NEWS > Didactic update, Hypertonic Dextrose Injection Appears Effective for TMJ Dysfunction

Didactic update, Hypertonic Dextrose Injection Appears Effective for TMJ Dysfunction

NEW YORK (Reuters Health) – Injections of hypertonic dextrose into affected joints may improve jaw pain, function and maximal interincisal opening in patients with temporomandibular joint dysfunction, researchers report.
“Temporomandibular dysfunction (TMD) causes much suffering, is very common, and has limited treatment options. Prolotherapy is very simple to administer, safe, inexpensive, and typically not more uncomfortable than acupuncture; so primary care physicians and dentists can perform this in the office,” Dr. W. Francois Louw of the University of British Columbia in Vancouver, Canada, told Reuters Health by email.

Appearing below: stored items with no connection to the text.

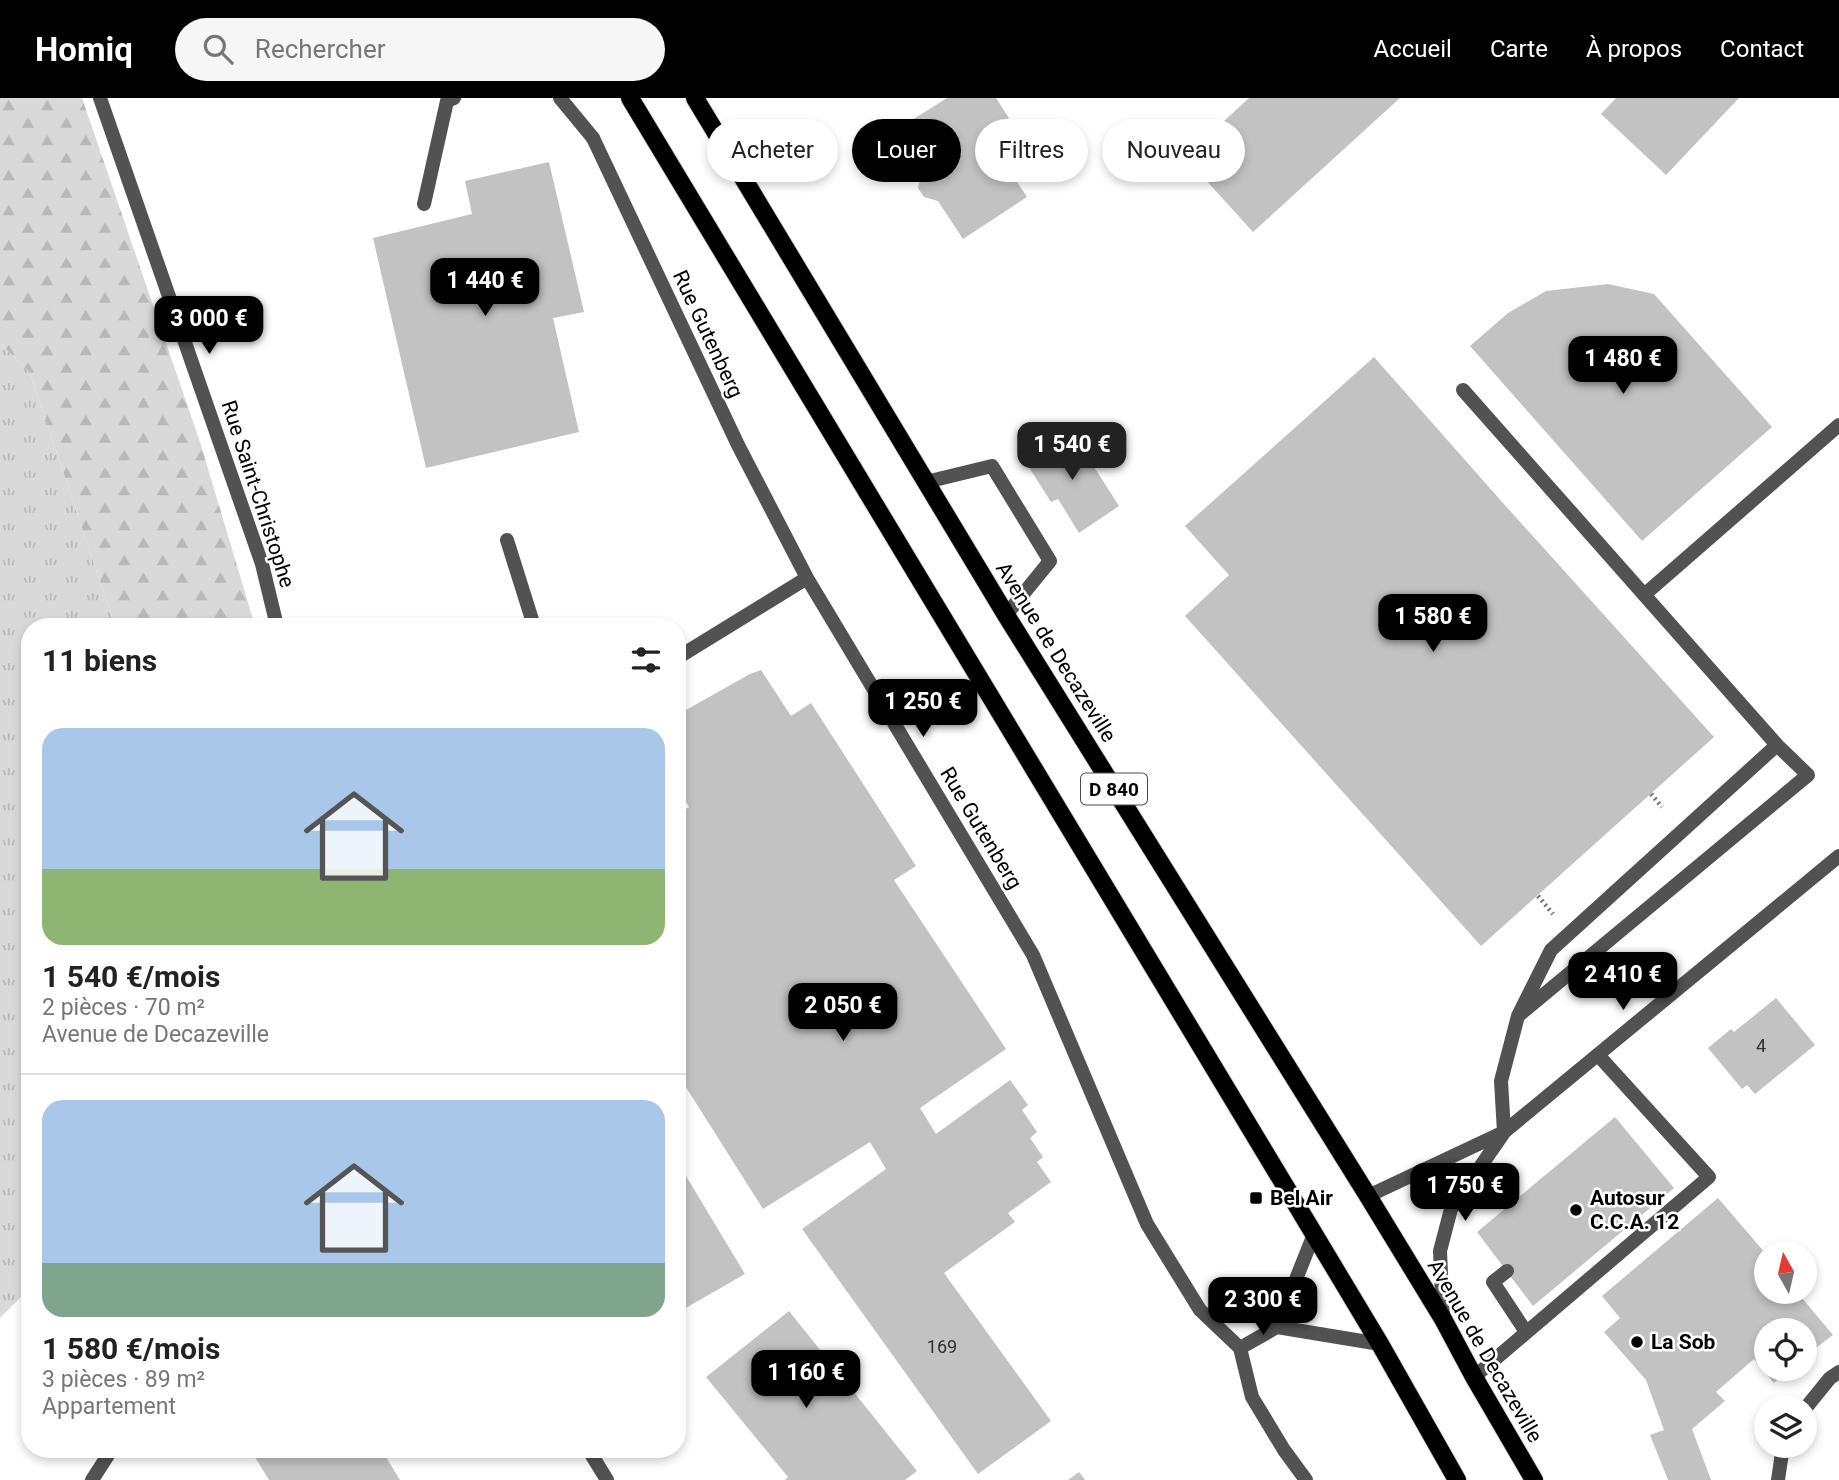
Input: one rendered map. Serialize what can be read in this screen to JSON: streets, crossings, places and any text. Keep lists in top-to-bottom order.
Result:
{
  "streets": {
    "main road": ["Avenue de Decazeville", "D 840"],
    "street": ["Rue Gutenberg", "Rue Saint-Christophe"]
  },
  "places": {
    "transit": ["Bel Air"],
    "other": ["Autosur C.C.A. 12", "La Sob"]
  },
  "house_numbers": ["4", "169"],
  "north": "top",
  "page": {
    "header": "Homiq",
    "search": "Rechercher",
    "nav": [
      "Accueil",
      "Carte",
      "À propos",
      "Contact"
    ],
    "chip": [
      "Acheter",
      "Louer",
      "Filtres",
      "Nouveau"
    ],
    "price": [
      "1 440 €",
      "3 000 €",
      "1 480 €",
      "1 540 €",
      "1 580 €",
      "1 250 €",
      "2 410 €",
      "2 050 €",
      "1 750 €",
      "2 300 €",
      "1 160 €"
    ],
    "heading": "11 biens",
    "list": [
      {
        "name": "1 540 €/mois",
        "note": "2 pièces · 70 m² · Avenue de Decazeville"
      },
      {
        "name": "1 580 €/mois",
        "note": "3 pièces · 89 m² · Appartement"
      }
    ]
  }
}
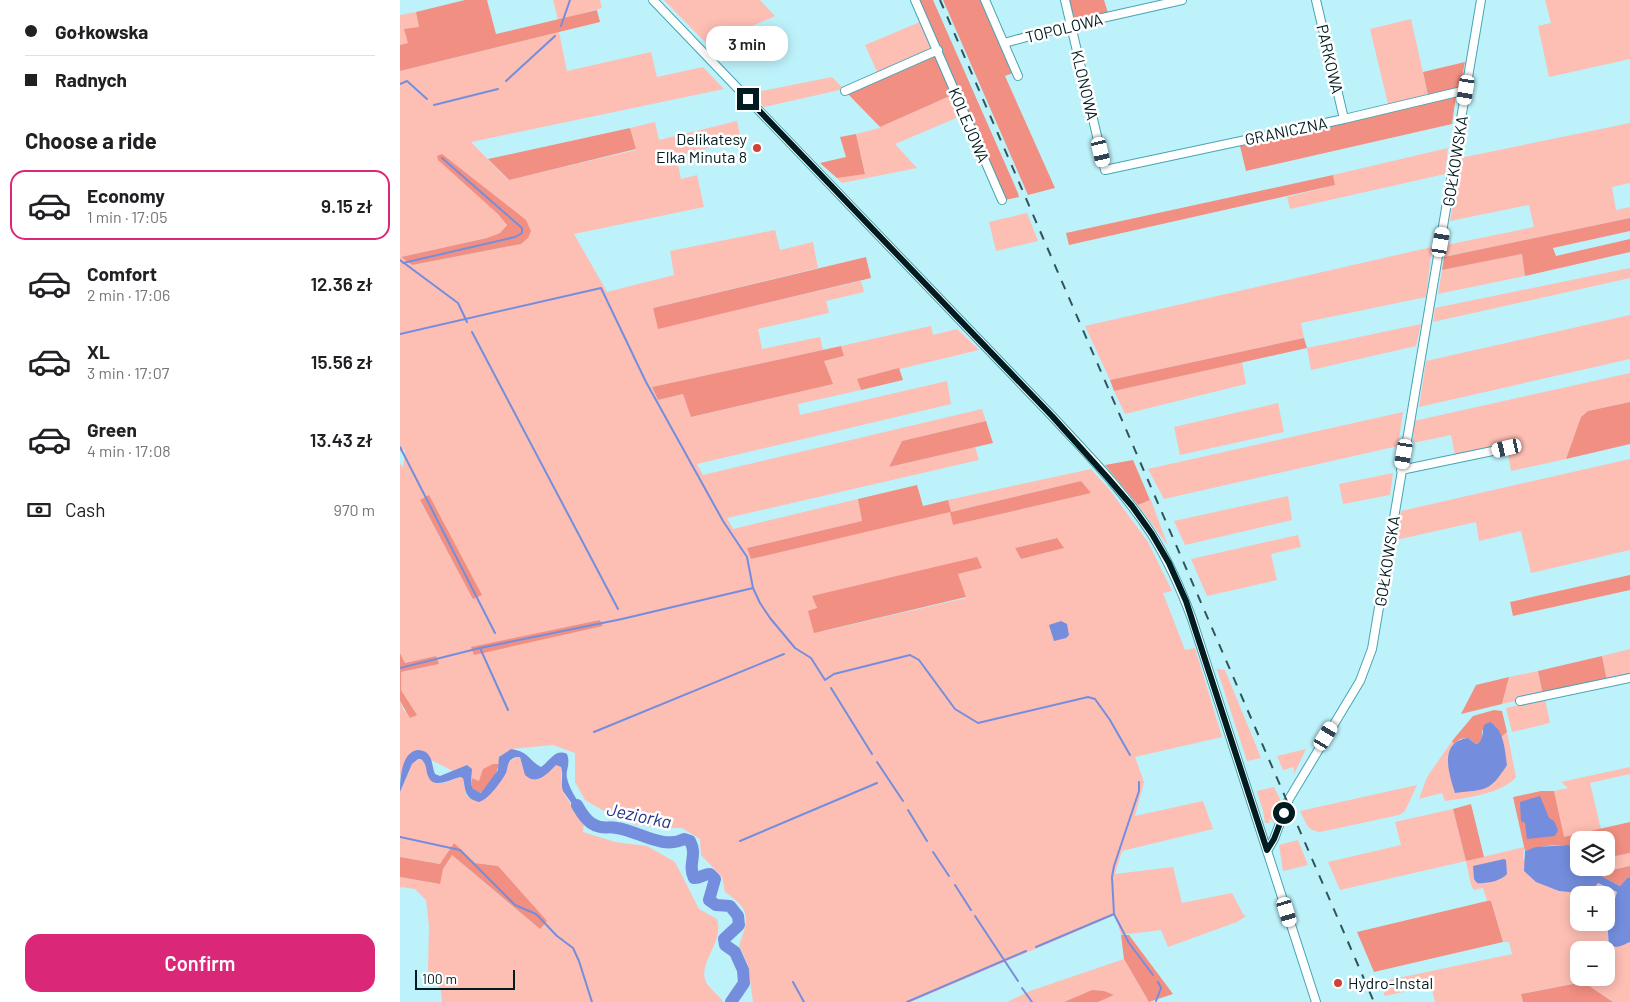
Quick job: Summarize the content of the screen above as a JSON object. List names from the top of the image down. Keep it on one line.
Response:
{"streets":{"street":["TOPOLOWA","PARKOWA","KLONOWA","KOLEJOWA","GRANICZNA","GOŁKOWSKA"]},"crossings":[["TOPOLOWA","KLONOWA"],["PARKOWA","GRANICZNA"],["KLONOWA","GRANICZNA"],["GRANICZNA","GOŁKOWSKA"]],"water":["Jeziorka"],"places":["Delikatesy Elka Minuta 8","Hydro-Instal"],"scale_bar":"100 m","page":{"banner":["Gołkowska","Radnych"],"bubble":"3 min","heading":"Choose a ride","list":[{"name":"Economy","note":"1 min · 17:05","value":"9.15 zł"},{"name":"Comfort","note":"2 min · 17:06","value":"12.36 zł"},{"name":"XL","note":"3 min · 17:07","value":"15.56 zł"},{"name":"Green","note":"4 min · 17:08","value":"13.43 zł"}],"pay":["Cash","970 m"],"map_buttons":["+","−"],"buttons":"Confirm","scale":"100 m"}}
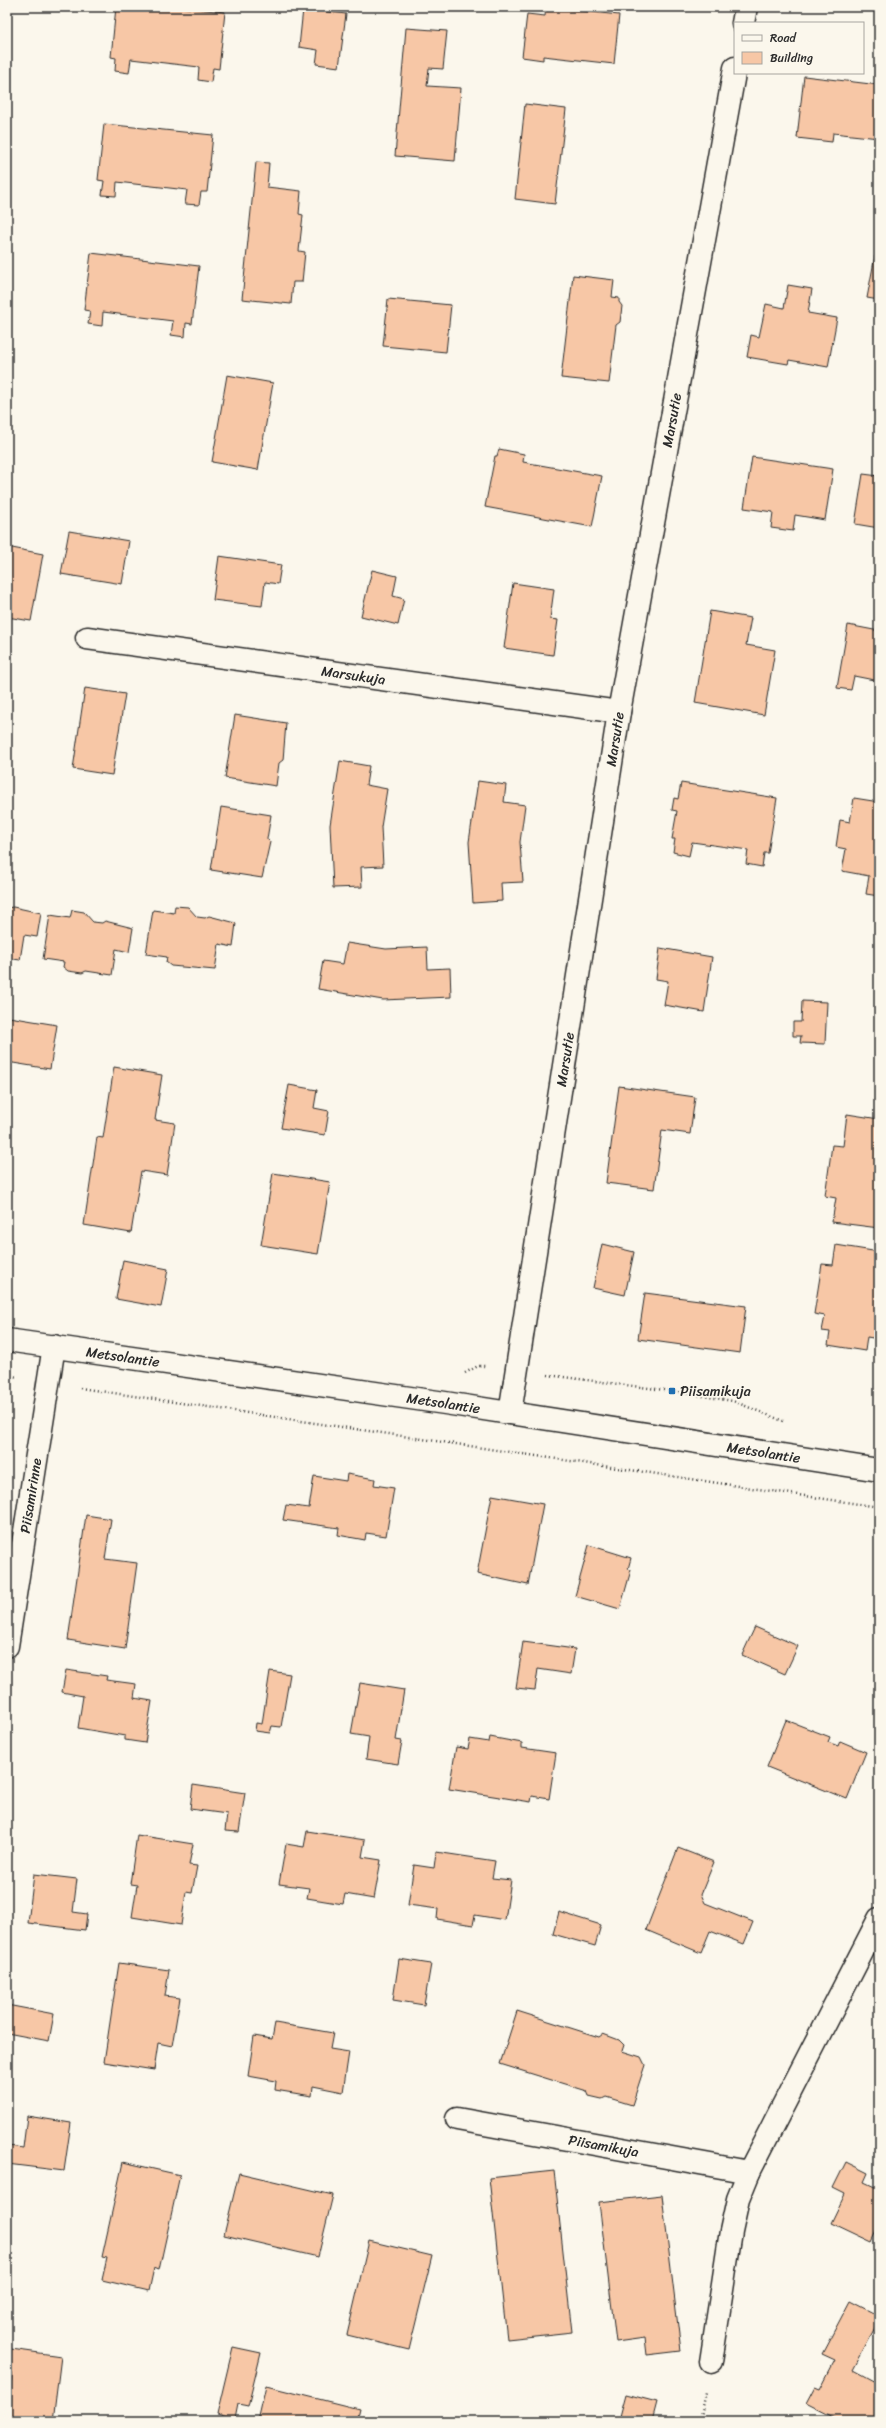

Over almost three years, Dr. Louw and his colleagues conducted a clinical trial with 42 adult TMD patients (54 joints) at one medical center in Canada. A research assistant who did not interact with patients or their scheduling randomized half of them to monthly intra-articular injections of 20% dextrose plus 0.2% lidocaine and half to injections of 0.2% lidocaine only, at baseline and at one and two months.
The participants, research team, and office staff were all anaware. After three months, the groups were revealed, and all participants were given monthly open-label injection of 20% dextrose plus 0.2% lidocaine through 12 months.

The control group had significantly longer-lasting pain and a smaller maximal interincisal opening (MIO). At three months, on a scale from 0 to 10, the dextrose group reported less jaw pain (4.3 points vs. 1.8 points; P=0.02) and dysfunction (3.5 points vs. 1.0 points; P=0.008), and also had improved MIO (1.5 mm vs. -1.8 mm; P=0.006).
At 12 months, no differences between the groups were found, the team reports in Mayo Clinic Proceedings, online March 13.
According to pooled data, jaw pain, jaw function and MIO improved by 5.2 points (66%), 4.1 points (59%), and 2.1 mm, respectively. Pain and dysfunction improved by 50% or more in 70% and 72% of jaws, respectively.
Co-author Dr. Dean Reeves, a physical medicine and rehabilitation specialist in private practice in Roeland Park, Kansas, told Reuters Health by email, “Dextrose injection is particularly intriguing as a therapeutic choice, because, despite its low cost and accessibility, it has repetitively demonstrated regenerative ability for ligaments.”

Dr. Louw noted, “These results are what we have seen for many years in clinical practice and are similar to literature findings in other areas of the use of hypertonic dextrose injection – prolotherapy – for chronic pain. Evidence for dextrose prolotherapy has accumulated over the last few years pertaining to the treatment of chronic musculoskeletal pain.”
Dr. Louw recommends that medical schools expand their training of the prolotherapy procedure for this and other appropriate conditions.
“There is no pharmaceutical-company interest in prolotherapy,” he said. “Doing research on dextrose is at the expense of the researcher, which is why simple study designs are so important to keep the costs of research as low as possible.”

Dr. Jannice Bowler, a clinical instructor of orthopedics at the University of British Columbia and president of the Canadian Association of Orthopaedic Medicine (CAOM), told Reuters Health by email, “Having treated many patients over the past 6 years with this very procedure and method, I am not surprised by the outcome. I am very pleased to see patients with temporomandibular joint disorders in my clinic because of the many excellent outcomes with prolotherapy.”

“Prolotherapy has a long history dating from the 1930s and has stood the test of time, but because it is not a drug that can be studied by a major pharmaceutical company, it is hard to produce quality studies,” noted Dr. Bowler, who was not involved in the study. “These depend on the goodwill, time, and personal funds of prolotherapy practitioners.
“This simple and effective treatment should be much more widely available to pain sufferers,” she advised. “If prolotherapy were a drug, and a study like this came out, the drug company would be ecstatic and would be vigorously promoting their product.”
The study received no industry funding, and none of the authors reported conflicts of interest.